# What this task involves
An exact copy of the records below is required, and it must contain no pictures.

# Record set
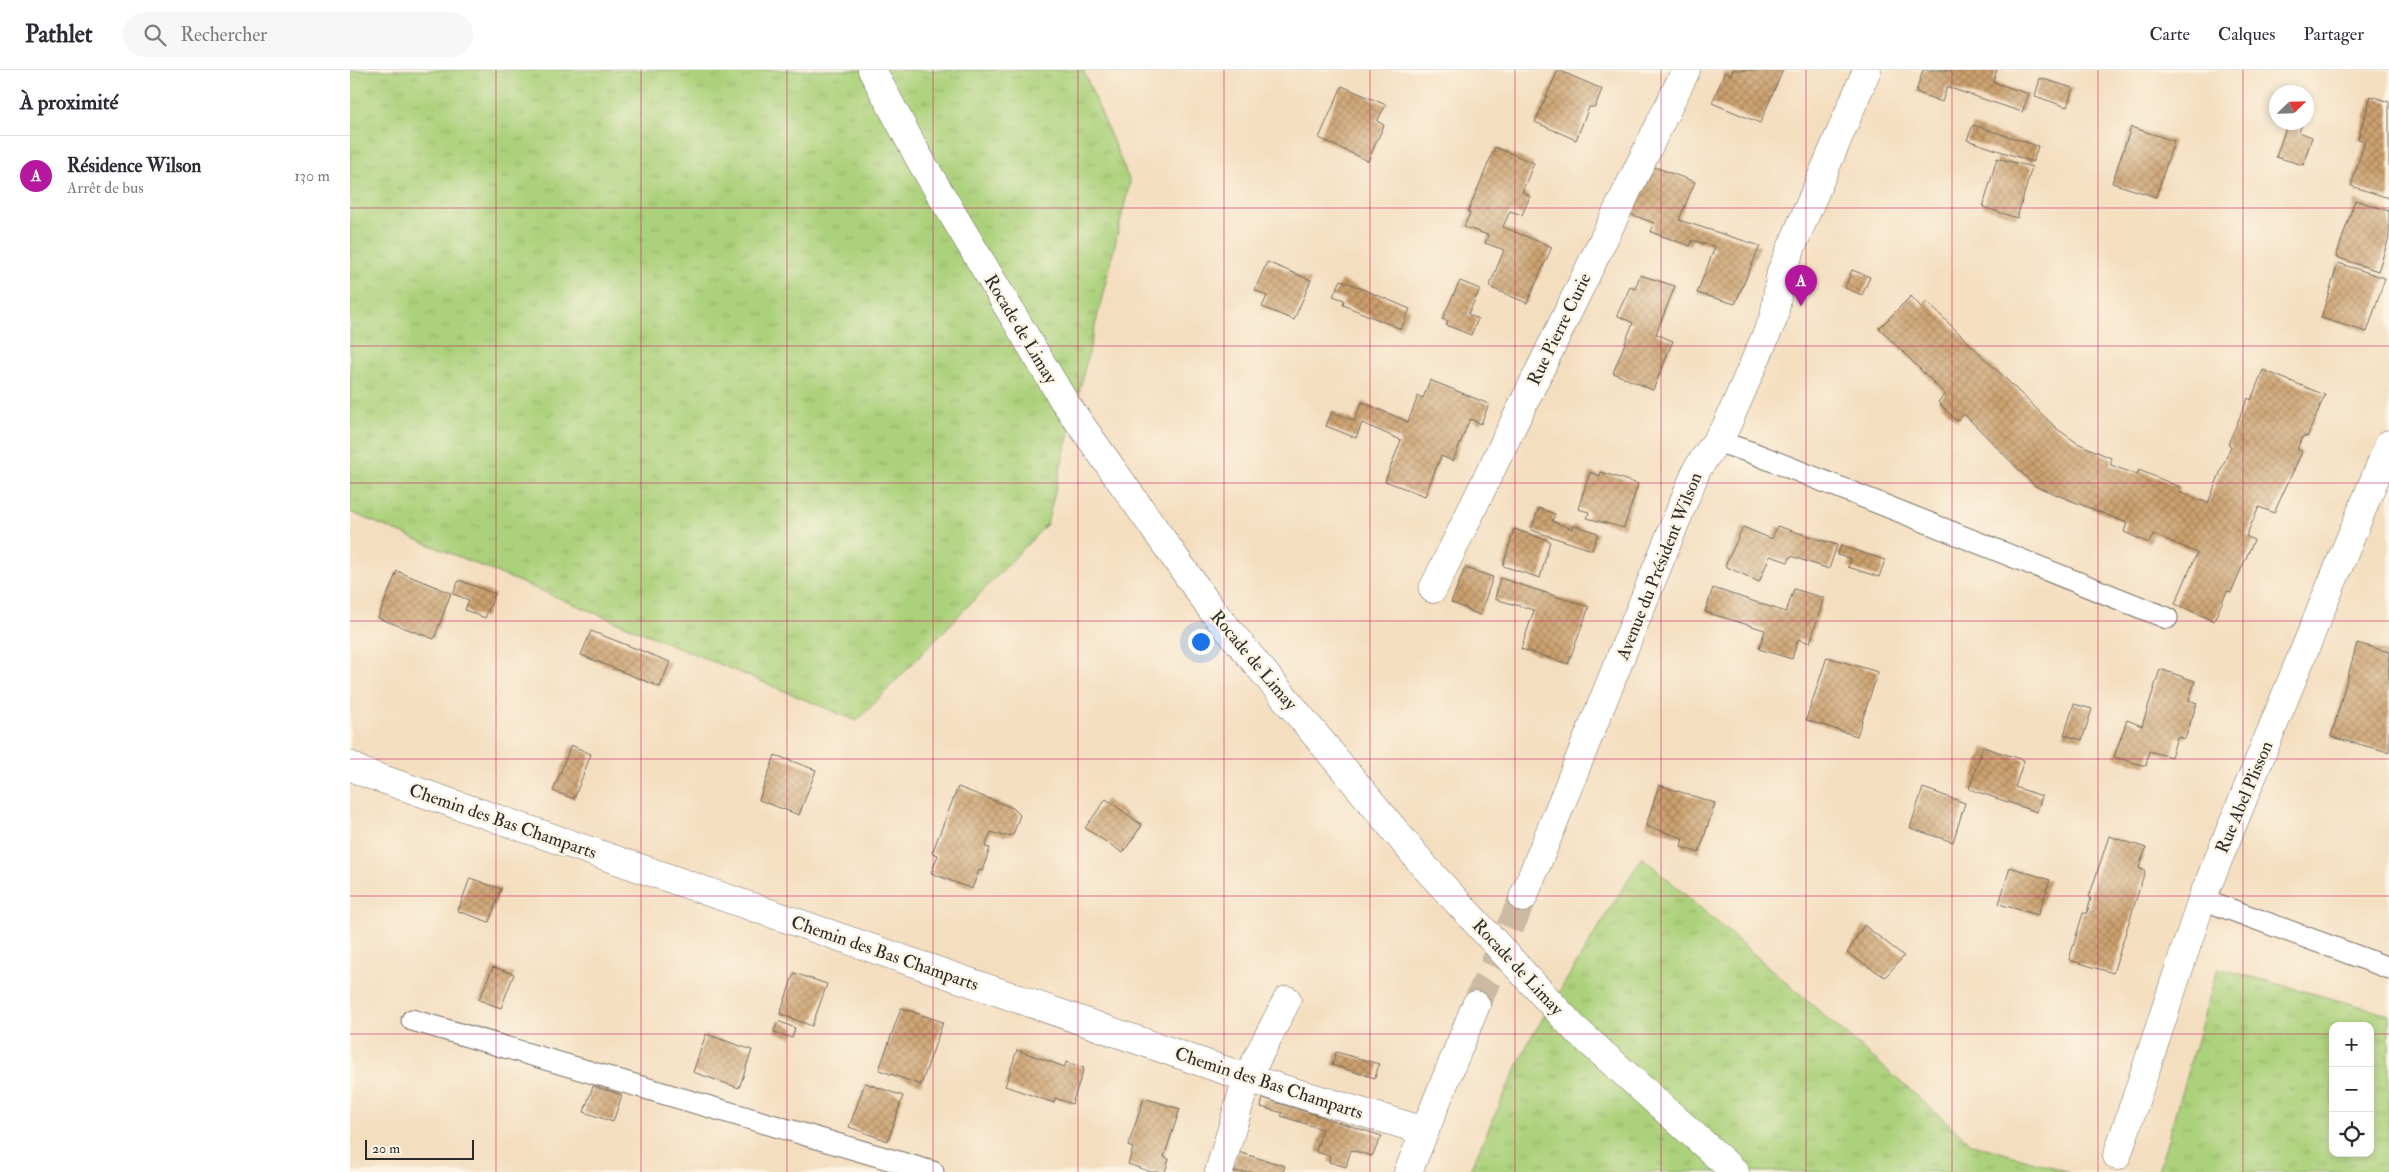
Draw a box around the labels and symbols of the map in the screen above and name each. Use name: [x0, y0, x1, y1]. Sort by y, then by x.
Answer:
north arrow: [2269, 85, 2314, 130]
pin: A: [1785, 265, 1817, 306]
street label: Rue Pierre Curie: [1522, 269, 1597, 389]
street label: Rocade de Limay: [979, 270, 1063, 389]
street label: Avenue du Président Wilson: [1611, 469, 1708, 664]
street label: Rocade de Limay: [1205, 606, 1303, 716]
your location: [1188, 629, 1214, 655]
street label: Rue Abel Plisson: [2210, 738, 2278, 857]
street label: Chemin des Bas Champarts: [406, 779, 600, 864]
street label: Chemin des Bas Champarts: [788, 911, 982, 996]
street label: Rocade de Limay: [1467, 914, 1569, 1021]
street label: Chemin des Bas Champarts: [1172, 1042, 1366, 1125]
scale bar: [365, 1137, 474, 1160]

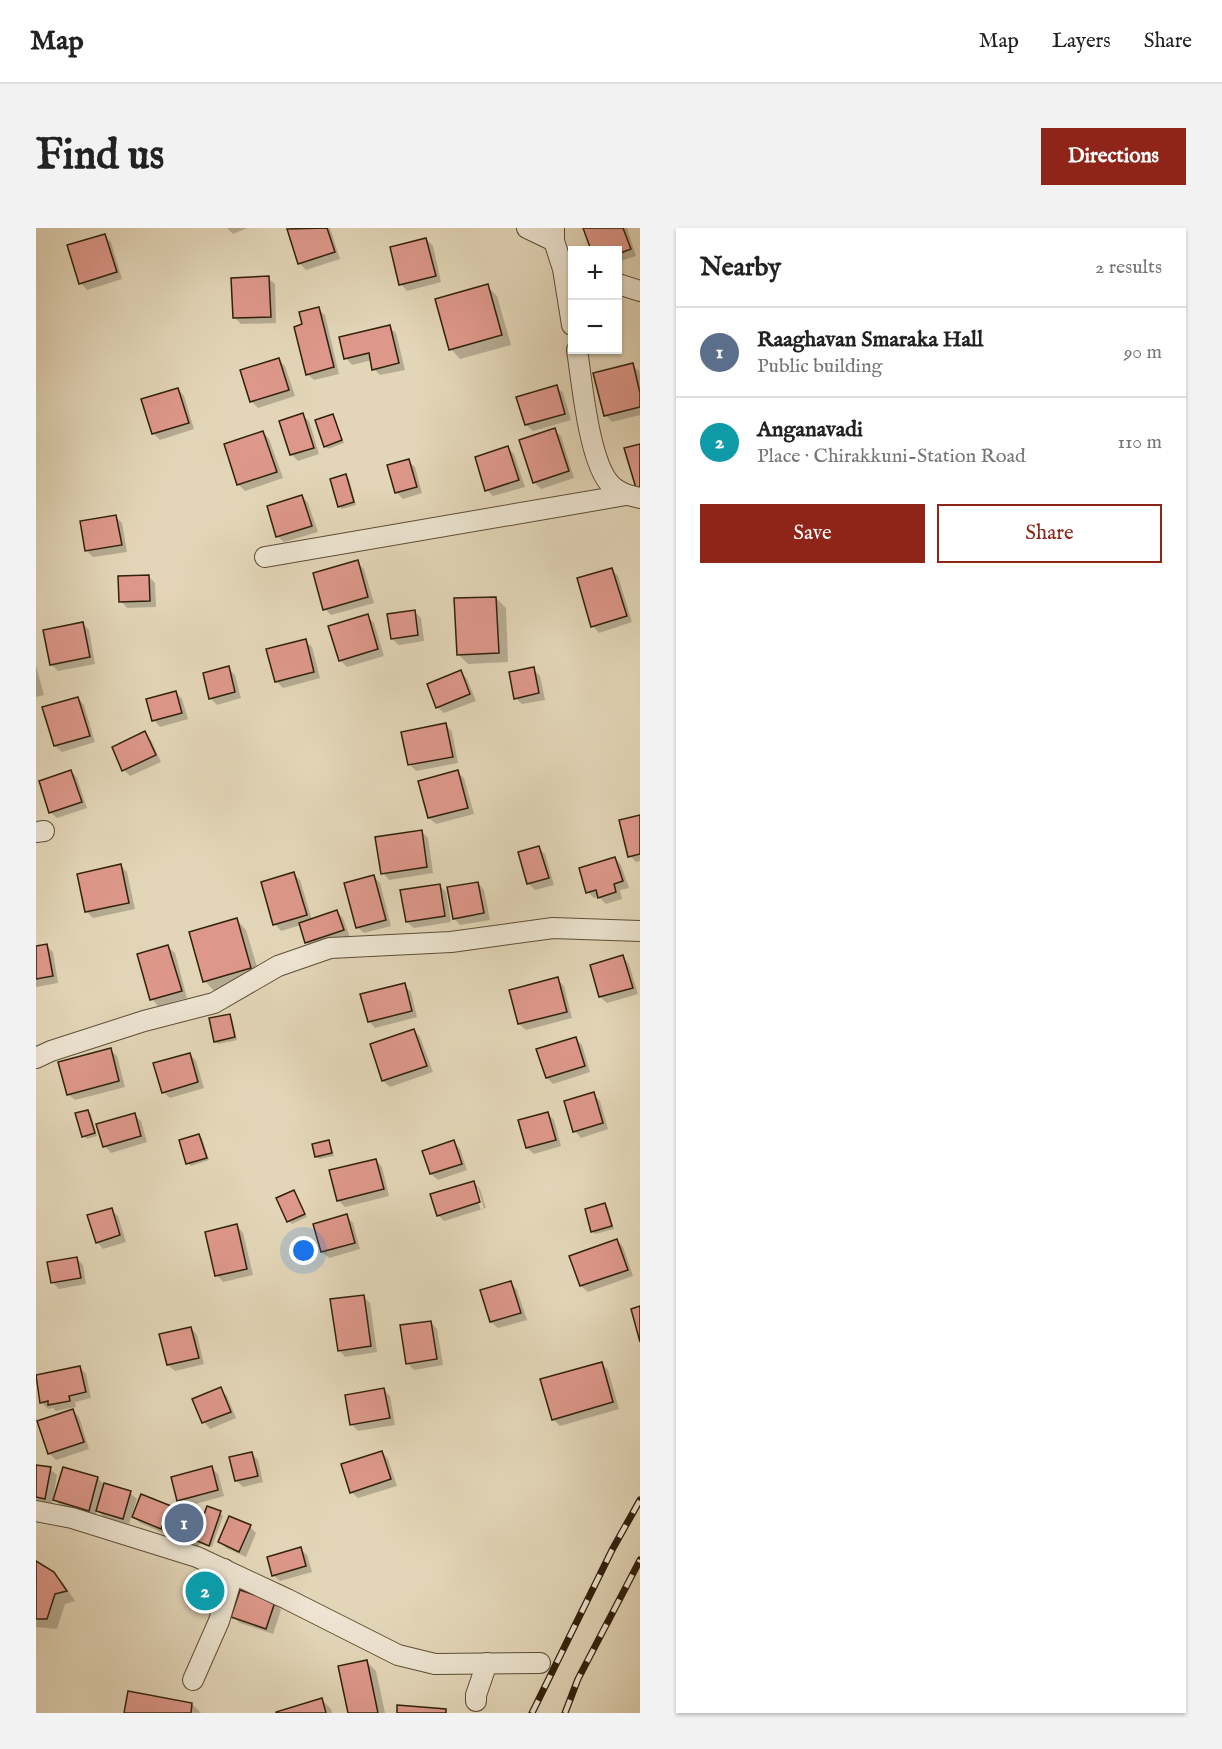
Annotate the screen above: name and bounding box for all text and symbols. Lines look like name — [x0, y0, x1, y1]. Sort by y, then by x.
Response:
text: Map — [30, 24, 84, 59]
text: Map — [979, 28, 1019, 55]
text: Layers — [1052, 28, 1111, 55]
text: Share — [1144, 28, 1192, 55]
button: Directions — [1041, 128, 1186, 185]
text: Find us — [36, 130, 164, 183]
map controls — [568, 246, 622, 354]
button: + — [568, 246, 622, 300]
text: Nearby — [700, 251, 781, 284]
text: 2 results — [1095, 255, 1162, 280]
button: − — [568, 300, 622, 354]
text: Raaghavan Smaraka Hall — [757, 326, 983, 354]
text: 1 — [716, 340, 723, 365]
text: 90 m — [1124, 340, 1162, 365]
text: Public building — [757, 354, 882, 379]
text: Anganavadi — [757, 416, 863, 444]
text: 2 — [715, 430, 724, 455]
text: 110 m — [1118, 430, 1162, 455]
text: Place · Chirakkuni-Station Road — [757, 444, 1026, 469]
button: Save — [700, 504, 925, 563]
button: Share — [937, 504, 1162, 563]
your location — [289, 1236, 318, 1265]
pin: 1 — [164, 1500, 204, 1546]
pin: 2 — [186, 1568, 224, 1614]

# Your solution
Draw a box around the labels and symbols of the map in the screen above and name each. Use name: [x0, y0, x1, y1]. Sort by y, then by x.
Answer:
north arrow: [2269, 85, 2314, 130]
pin: A: [1785, 265, 1817, 306]
street label: Rue Pierre Curie: [1522, 269, 1597, 389]
street label: Rocade de Limay: [979, 270, 1063, 389]
street label: Avenue du Président Wilson: [1611, 469, 1708, 664]
street label: Rocade de Limay: [1205, 606, 1303, 716]
your location: [1188, 629, 1214, 655]
street label: Rue Abel Plisson: [2210, 738, 2278, 857]
street label: Chemin des Bas Champarts: [406, 779, 600, 864]
street label: Chemin des Bas Champarts: [788, 911, 982, 996]
street label: Rocade de Limay: [1467, 914, 1569, 1021]
street label: Chemin des Bas Champarts: [1172, 1042, 1366, 1125]
scale bar: [365, 1137, 474, 1160]

Annotate the screen above: name and bounding box for all text and symbols. Lines look like name — [x0, y0, x1, y1]. Sort by y, then by x.
Response:
text: Map — [30, 24, 84, 59]
text: Map — [979, 28, 1019, 55]
text: Layers — [1052, 28, 1111, 55]
text: Share — [1144, 28, 1192, 55]
button: Directions — [1041, 128, 1186, 185]
text: Find us — [36, 130, 164, 183]
map controls — [568, 246, 622, 354]
button: + — [568, 246, 622, 300]
text: Nearby — [700, 251, 781, 284]
text: 2 results — [1095, 255, 1162, 280]
button: − — [568, 300, 622, 354]
text: Raaghavan Smaraka Hall — [757, 326, 983, 354]
text: 1 — [716, 340, 723, 365]
text: 90 m — [1124, 340, 1162, 365]
text: Public building — [757, 354, 882, 379]
text: Anganavadi — [757, 416, 863, 444]
text: 2 — [715, 430, 724, 455]
text: 110 m — [1118, 430, 1162, 455]
text: Place · Chirakkuni-Station Road — [757, 444, 1026, 469]
button: Save — [700, 504, 925, 563]
button: Share — [937, 504, 1162, 563]
your location — [289, 1236, 318, 1265]
pin: 1 — [164, 1500, 204, 1546]
pin: 2 — [186, 1568, 224, 1614]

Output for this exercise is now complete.